Wiping the blood of babies from his hands, The Man pressed his thumbs over the M60's trigger.
DAKADAKADAKADAKADAKADAKADAKA!
The Man kept on firing, and the people below devolved further into chaos. Swerving cars, with their drivers dead, injured or panicked, slammed into one another with metal bits flinging into the incoming hail of bullets. As more and more cars piled up, and the death toll grew and grew, The Man smiled more and more.
But the pilot was having none of it. With a free hand, he pushed his visor back into his helmet, and with the other he pulled the stick towards him. The Man suddenly lost his balance, tumbling back inside the chopper, barking his disapproval with obscenities.
As the helicopter pulled into the sky, and The Man prepared to give the pilot a piece of his mind, one of the helicopters in the formation suddenly exploded.
Just like that, pow, bang, kaboom, the rotor flung into the air like a frisbee while the tail cracked off like a tree's branch. The main component, somehow still in one coherent piece, kept gliding forwards, but just for a second. Sinking towards the highway as the husk kept formation, the chunk smashed into a car and ignited with a magnificent fireball. The metal chunk bounced forwards, crushing another car as others swerved to keep clear of the rolling thunder.
They were getting shot down!
The Man, thoroughly startled, yelped in surprise. With more expletives on his lips, they watched as helicopter after helicopter went down in similar ways. Hunks of helicopter crumbled across the highway at breathtaking speeds, one even smashing through a building on its tragic descent.
With the screams of innocents filling The Man's ears, he struggled towards the pilot's seat. He latched his hands to the rear of it, hanging on and bracing for a similar fate.
The pilot, having survived several crash landings in the jungles of Vietnam, felt obligated to survive today.
With that determination in mind, the tail rotor was abruptly shot off.
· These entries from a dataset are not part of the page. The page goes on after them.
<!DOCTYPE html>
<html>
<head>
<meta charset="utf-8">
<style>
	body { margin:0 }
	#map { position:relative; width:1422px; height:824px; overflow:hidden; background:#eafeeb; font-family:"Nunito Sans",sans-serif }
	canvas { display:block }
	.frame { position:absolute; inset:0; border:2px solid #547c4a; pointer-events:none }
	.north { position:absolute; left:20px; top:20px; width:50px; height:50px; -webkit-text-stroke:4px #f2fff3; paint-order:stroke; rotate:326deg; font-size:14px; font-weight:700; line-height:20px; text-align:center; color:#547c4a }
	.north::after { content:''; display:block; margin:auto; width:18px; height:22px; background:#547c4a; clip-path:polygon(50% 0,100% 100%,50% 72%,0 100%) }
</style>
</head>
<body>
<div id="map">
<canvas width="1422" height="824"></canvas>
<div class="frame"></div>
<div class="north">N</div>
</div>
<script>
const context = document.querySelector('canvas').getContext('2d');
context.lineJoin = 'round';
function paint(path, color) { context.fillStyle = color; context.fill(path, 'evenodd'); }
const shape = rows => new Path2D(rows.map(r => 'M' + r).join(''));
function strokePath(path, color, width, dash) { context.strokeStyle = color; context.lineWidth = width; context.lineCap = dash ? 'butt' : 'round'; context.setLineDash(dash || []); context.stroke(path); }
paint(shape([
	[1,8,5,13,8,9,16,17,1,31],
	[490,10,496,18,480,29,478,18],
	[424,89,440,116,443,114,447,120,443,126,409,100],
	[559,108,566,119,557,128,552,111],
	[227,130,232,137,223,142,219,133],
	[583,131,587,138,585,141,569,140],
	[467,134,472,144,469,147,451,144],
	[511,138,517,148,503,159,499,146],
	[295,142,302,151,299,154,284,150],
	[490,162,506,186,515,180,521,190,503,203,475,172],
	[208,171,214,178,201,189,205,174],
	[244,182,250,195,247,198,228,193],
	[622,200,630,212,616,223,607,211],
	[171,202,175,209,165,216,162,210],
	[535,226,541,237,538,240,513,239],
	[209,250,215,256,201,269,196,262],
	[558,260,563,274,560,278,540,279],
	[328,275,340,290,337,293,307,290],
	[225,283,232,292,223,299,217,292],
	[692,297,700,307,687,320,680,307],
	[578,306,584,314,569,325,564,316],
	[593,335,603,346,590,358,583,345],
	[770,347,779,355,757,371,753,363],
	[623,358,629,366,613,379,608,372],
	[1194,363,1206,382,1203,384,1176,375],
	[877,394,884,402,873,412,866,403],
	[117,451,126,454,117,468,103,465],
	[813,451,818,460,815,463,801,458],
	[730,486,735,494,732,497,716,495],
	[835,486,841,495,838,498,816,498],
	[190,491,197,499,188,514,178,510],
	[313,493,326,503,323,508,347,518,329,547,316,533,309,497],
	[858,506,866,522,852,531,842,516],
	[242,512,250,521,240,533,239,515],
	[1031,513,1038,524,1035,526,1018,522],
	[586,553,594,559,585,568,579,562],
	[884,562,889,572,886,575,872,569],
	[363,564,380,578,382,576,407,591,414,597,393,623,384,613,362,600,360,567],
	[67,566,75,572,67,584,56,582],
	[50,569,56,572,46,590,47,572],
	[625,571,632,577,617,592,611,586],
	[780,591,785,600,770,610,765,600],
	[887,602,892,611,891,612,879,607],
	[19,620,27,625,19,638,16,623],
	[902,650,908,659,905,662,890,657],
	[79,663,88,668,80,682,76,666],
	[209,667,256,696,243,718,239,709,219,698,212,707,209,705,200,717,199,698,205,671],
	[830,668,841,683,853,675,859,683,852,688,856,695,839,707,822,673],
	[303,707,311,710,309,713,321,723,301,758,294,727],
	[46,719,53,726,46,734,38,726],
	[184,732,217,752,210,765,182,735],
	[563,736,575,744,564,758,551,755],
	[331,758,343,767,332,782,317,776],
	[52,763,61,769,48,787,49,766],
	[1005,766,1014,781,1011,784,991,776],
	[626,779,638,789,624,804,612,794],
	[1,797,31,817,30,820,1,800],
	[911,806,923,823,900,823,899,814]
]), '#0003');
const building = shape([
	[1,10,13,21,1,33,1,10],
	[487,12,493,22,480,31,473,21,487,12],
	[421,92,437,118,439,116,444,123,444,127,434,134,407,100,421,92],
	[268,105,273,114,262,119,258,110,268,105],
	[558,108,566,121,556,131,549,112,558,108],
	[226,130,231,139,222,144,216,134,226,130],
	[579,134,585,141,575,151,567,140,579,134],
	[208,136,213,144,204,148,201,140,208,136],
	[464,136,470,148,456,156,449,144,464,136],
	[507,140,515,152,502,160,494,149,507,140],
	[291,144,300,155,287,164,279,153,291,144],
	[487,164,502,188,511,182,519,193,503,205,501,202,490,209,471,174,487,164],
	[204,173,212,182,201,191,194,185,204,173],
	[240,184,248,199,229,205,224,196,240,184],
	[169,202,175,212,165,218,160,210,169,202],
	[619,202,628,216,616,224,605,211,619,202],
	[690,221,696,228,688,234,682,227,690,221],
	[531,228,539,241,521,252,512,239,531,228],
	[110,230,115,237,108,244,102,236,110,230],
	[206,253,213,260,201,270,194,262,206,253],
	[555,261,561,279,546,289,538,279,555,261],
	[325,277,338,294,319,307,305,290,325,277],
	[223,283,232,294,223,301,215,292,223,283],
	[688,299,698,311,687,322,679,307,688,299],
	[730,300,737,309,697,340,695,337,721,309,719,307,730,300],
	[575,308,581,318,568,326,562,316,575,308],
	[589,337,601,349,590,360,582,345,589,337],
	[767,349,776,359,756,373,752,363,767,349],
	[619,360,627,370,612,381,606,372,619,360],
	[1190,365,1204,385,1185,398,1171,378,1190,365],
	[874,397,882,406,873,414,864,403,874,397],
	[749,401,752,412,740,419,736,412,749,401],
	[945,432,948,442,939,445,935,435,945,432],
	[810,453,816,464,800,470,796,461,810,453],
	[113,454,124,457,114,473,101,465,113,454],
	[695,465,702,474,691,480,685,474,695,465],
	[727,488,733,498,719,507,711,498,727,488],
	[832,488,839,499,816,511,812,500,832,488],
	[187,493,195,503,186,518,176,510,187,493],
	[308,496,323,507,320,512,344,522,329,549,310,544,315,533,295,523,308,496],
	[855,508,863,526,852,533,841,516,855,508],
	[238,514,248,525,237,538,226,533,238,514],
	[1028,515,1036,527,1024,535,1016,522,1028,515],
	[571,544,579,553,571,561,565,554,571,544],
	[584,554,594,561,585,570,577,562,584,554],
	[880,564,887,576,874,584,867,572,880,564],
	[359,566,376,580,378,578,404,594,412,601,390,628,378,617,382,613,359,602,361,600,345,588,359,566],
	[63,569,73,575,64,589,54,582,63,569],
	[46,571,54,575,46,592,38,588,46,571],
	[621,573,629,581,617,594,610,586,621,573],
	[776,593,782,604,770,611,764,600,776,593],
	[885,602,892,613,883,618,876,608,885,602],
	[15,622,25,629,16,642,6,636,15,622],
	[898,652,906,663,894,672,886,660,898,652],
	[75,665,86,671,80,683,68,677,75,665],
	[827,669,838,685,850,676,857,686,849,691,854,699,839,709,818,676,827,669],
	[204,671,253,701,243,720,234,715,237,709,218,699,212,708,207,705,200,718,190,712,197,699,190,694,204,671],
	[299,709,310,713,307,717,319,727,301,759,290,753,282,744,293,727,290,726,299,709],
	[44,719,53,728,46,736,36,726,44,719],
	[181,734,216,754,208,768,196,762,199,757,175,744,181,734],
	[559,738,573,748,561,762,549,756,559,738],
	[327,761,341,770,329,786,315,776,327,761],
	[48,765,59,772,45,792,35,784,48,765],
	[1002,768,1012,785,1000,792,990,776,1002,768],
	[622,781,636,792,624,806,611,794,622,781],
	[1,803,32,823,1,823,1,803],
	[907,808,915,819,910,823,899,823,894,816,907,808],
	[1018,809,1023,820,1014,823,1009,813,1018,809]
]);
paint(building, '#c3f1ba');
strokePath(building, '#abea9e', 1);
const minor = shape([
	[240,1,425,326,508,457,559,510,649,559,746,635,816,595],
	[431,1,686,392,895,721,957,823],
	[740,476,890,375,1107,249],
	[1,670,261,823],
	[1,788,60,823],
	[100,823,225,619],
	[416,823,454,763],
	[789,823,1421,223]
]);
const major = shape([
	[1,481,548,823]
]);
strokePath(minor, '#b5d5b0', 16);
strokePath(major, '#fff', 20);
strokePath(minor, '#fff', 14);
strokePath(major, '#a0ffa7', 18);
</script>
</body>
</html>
A jerk flooded the helicopter as the vehicle started spinning rapidly. Out of control, and spinning over and over and over and over like day on night on day on night, with their lunches flooding their throats and their brains squishing like goop draining into their butterfly-infused stomachs, they were helpless as the main component started crumbling. The rotor flinged into the sky, another jerk and the slow but steady glide forwards greeting them as the pilot started screaming.
The Man, unable to hold on any longer, felt himself flung out into Planeptune. The pilot, watching helplessly as the G forces shoved him unconscious, could barely comprehend that he was thrown out of the cockpit.
As the helicopter smashed into a gas station, the two unlucky souls found themselves in the air. And in the next moment, as the gas station erupted in a majestic fire, their vision faded to black.